O governo obteve uma série de vitórias nos julgamentos do Carf (Conselho Administrativo de Recursos Fiscais) realizados após o retorno da regra que determina o voto de desempate por um representante da União.

São pelo menos R$ 12 bilhões em autuações da Receita Federal confirmadas por um representante da Fazenda no conselho de recursos, em 13 processos sobre dois temas controversos: tributação de lucros no exterior e amortização de ágio em operações societárias.

Os três maiores casos envolvem a estatal Petrobras (R$ 6,5 bilhões), a empresa do Grupo Mover (ex-Camargo Corrêa) Intercement (R$ 3,4 bilhões) e a Arcelormittal (R$ 1,3 bilhão).

Fachada externa do Carf (Conselho Administrativo de Recursos Fiscais) - André Corrêa/Senado Federal

O Carf é a segunda instância para questionar as autuações da Receita no âmbito administrativo. Essas empresas ainda podem recorrer ao próprio conselho e ao Judiciário.

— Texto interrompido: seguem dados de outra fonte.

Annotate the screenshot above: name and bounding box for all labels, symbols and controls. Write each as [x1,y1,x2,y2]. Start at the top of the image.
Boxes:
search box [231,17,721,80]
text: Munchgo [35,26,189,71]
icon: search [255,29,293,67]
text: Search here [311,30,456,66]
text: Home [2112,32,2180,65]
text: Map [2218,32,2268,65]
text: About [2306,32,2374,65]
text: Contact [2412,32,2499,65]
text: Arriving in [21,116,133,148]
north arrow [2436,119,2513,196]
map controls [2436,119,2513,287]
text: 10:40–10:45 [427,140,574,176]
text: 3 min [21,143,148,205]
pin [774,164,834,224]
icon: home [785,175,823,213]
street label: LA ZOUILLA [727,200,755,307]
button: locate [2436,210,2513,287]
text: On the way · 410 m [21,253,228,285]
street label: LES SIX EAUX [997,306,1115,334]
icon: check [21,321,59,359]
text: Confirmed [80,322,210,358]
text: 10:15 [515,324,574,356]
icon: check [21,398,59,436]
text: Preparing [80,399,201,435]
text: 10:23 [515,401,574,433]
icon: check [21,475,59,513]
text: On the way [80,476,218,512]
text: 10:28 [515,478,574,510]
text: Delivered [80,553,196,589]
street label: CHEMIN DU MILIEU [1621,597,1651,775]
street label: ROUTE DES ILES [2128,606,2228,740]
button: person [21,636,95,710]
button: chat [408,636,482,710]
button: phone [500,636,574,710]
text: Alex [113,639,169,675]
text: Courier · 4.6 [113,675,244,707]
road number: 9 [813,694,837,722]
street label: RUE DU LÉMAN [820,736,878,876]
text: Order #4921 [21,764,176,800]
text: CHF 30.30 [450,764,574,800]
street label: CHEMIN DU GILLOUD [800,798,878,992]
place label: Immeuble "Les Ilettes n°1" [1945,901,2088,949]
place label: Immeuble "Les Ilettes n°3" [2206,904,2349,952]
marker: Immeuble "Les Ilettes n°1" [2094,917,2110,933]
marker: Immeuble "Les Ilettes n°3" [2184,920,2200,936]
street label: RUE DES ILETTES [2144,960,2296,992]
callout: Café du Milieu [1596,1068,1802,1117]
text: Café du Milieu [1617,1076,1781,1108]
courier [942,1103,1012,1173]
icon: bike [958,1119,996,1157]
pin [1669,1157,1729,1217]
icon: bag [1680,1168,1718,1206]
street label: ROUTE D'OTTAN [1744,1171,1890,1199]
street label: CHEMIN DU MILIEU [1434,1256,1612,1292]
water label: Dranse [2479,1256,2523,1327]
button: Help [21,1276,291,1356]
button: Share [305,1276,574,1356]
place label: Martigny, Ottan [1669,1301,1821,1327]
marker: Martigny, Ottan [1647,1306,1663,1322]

Também podem fechar acordo para pagar os valores com desconto.

A maioria dos casos julgados é de grandes teses tributárias, aquelas em que empresas e Receita fazem interpretações divergentes sobre a mesma legislação.

São questões que dividem os membros do Carf e também não estão pacificadas no Judiciário, daí a expectativa de que esses contribuintes recorram. A Petrobras, por exemplo, já informou que avalia questionar a decisão.

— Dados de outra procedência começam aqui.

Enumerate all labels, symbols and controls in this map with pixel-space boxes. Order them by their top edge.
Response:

Nos anos de 2020 a 2022, muitas empresas obtiveram vitórias no Carf nessas mesmas discussões com base na norma que determinava o desempate pró-contribuinte. Neste mês de outubro, voltou a vigorar a regra em que um representante do governo pode decidir a questão quando não há maioria nas turmas do conselho.

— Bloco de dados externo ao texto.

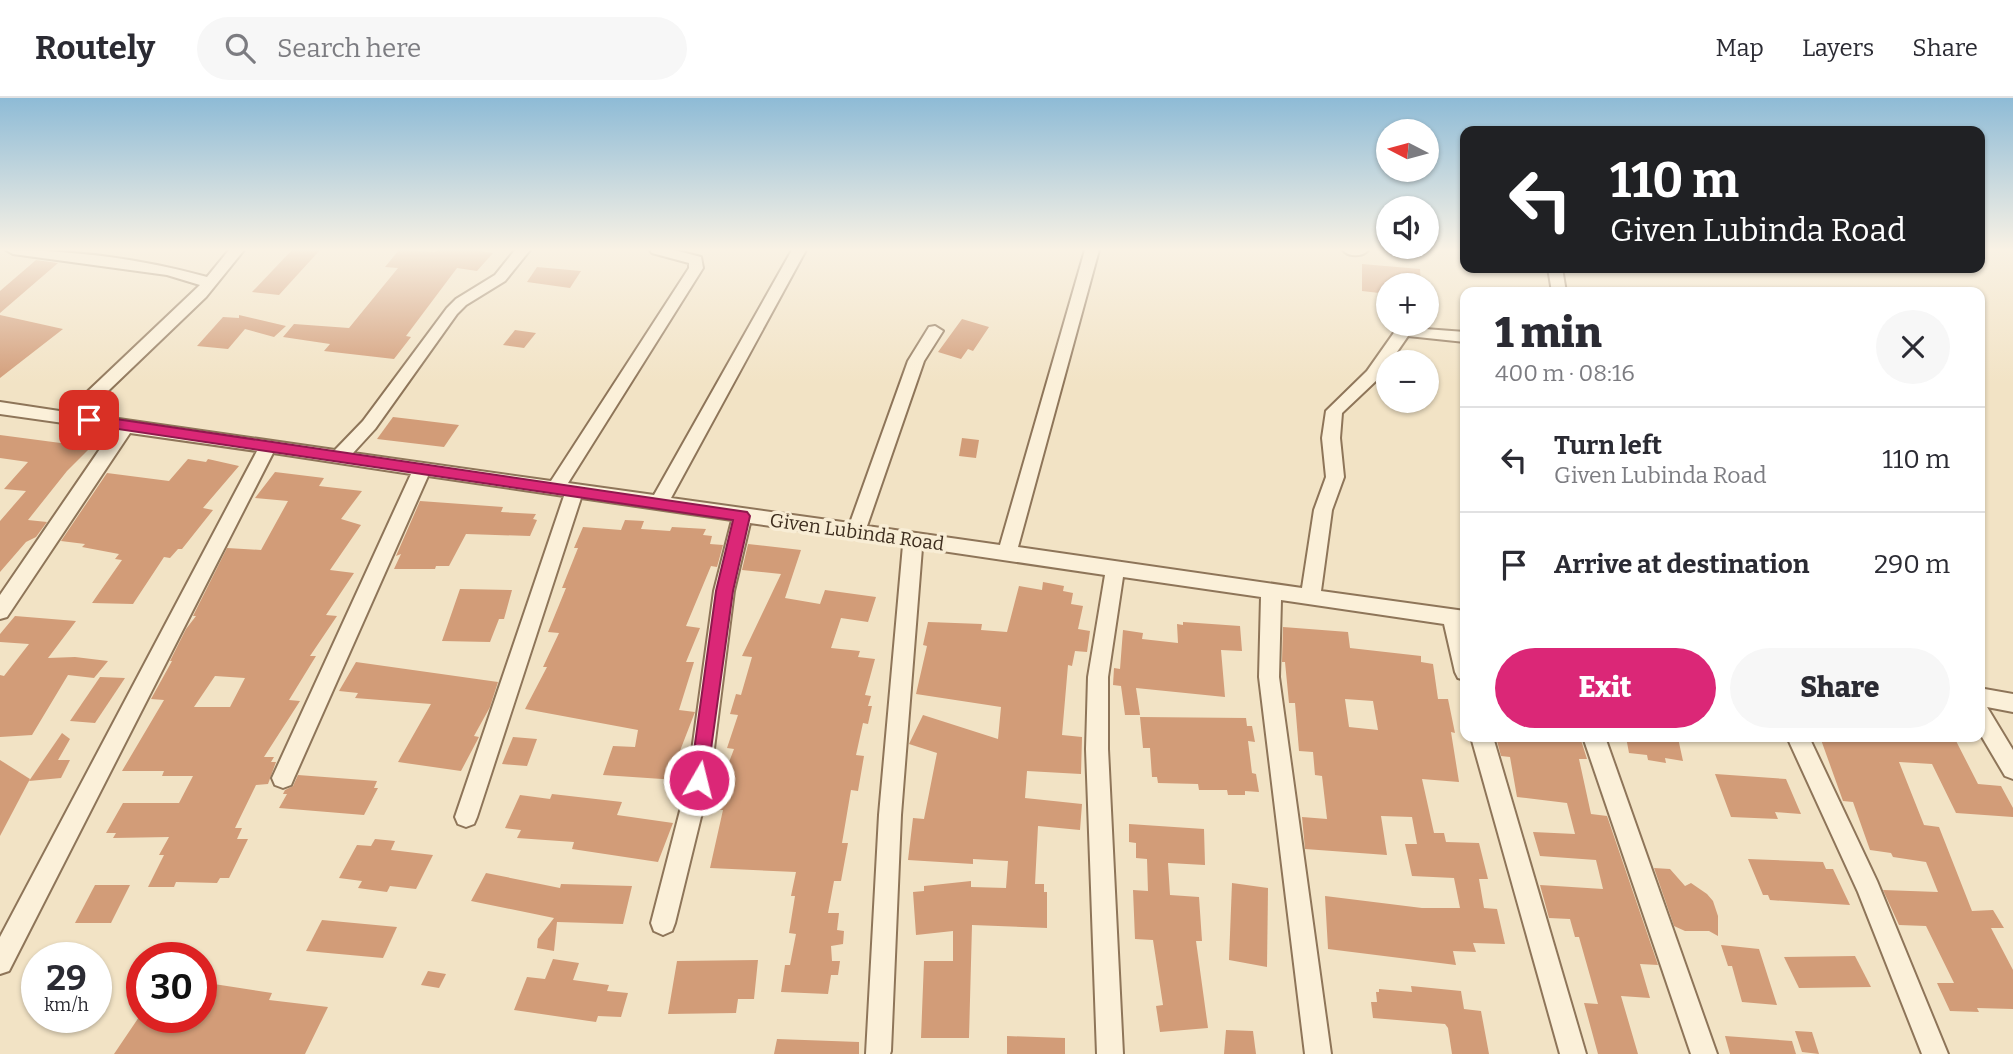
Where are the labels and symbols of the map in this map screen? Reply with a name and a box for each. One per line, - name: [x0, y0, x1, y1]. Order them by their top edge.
- north arrow: [1376, 119, 1438, 182]
- pin: [59, 390, 119, 450]
- street label: Given Lubinda Road: [768, 508, 946, 556]
- position arrow: [662, 743, 736, 817]
- speed limit sign: 30: [126, 942, 217, 1033]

A mudança na regra é parte da estratégia do governo para zerar o déficit no Orçamento de 2024. O Ministério da Fazenda conta com R$ 54,7 bilhões a partir das decisões do conselho, dentro de uma receita extra total de R$ 168 bilhões na área tributária. O Carf possui um estoque de R$ 1,1 trilhão.

A nova regra do Carf foi sancionada no final de setembro. No início de outubro, o conselho colocou em julgamento exatamente casos controversos em que o governo teria chances de vitória pelo voto de desempate.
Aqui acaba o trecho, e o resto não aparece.